Led Zeppelin Documentary Film To Premiere At Venice Film Festival
LOS ANGELES - MARCH 24: Jimmy Page of the rock band 'Led Zeppelin' performs onstage at the Forum on March 24, 1975 in Los Angeles, California. (Photo by Michael Ochs Archives/Getty Images)
Set To Premiere Next Month
Led Zeppelin documentary ‘Becoming Led Zeppelin’ has just been added to the lineup at Venice Film Festival. Premiering next month, the said event will run from September 1-11.
Directed by Bernard MacMahon, the highly anticipated film was recently completed and will screen out of competition. It was co-written and produced by Allison McGourty, and features new interviews with surviving members Jimmy Page, John Paul Jones and Robert Plant, and rare archival interviews with the late John Bonham.

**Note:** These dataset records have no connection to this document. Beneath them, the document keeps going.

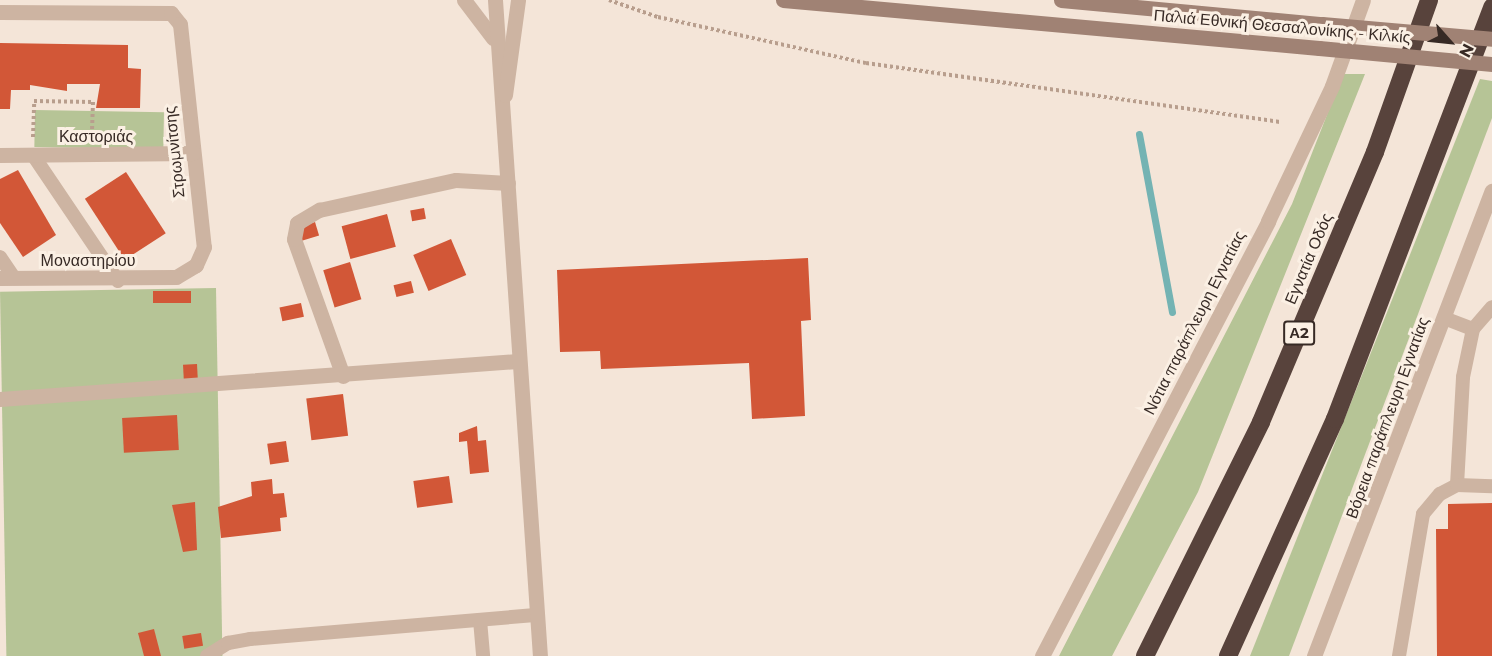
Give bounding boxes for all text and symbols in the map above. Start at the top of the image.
street label: Παλιά Εθνική Θεσσαλονίκης - Κιλκίς [1153,6,1411,48]
north arrow [1420,12,1480,72]
text: N [1455,40,1478,60]
street label: Στρωμνίτσης [161,105,189,199]
street label: Καστοριάς [59,127,133,147]
street label: Εγνατία Οδός [1281,211,1337,307]
street label: Νότια παράπλευρη Εγνατίας [1140,228,1250,418]
street label: Μοναστηρίου [41,251,135,271]
street label: Βόρεια παράπλευρη Εγνατίας [1343,315,1433,521]
road number: Α2 [1282,321,1316,345]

The band granted MacMahon “unprecedented access”, and it’s the only time they participated in a documentary in five decades.
“With Becoming Led Zeppelin my goal was to make a documentary that looks and feels like a musical,” MacMahon said in a press release. “I wanted to weave together the four diverse stories of the band members before and after they formed their group with large sections of their story advanced using only music and imagery and to contextualise the music with the locations where it was created and the world events that inspired it.”
“I used only original prints and negatives, with over 70,000 frames of footage manually restored,” he continued, “and devised fantasia sequences, inspired by Singin’ In The Rain, layering unseen performance footage with montages of posters, tickets and travel to create a visual sense of the freneticism of their early career.”
They’re yet to announce a wide release date.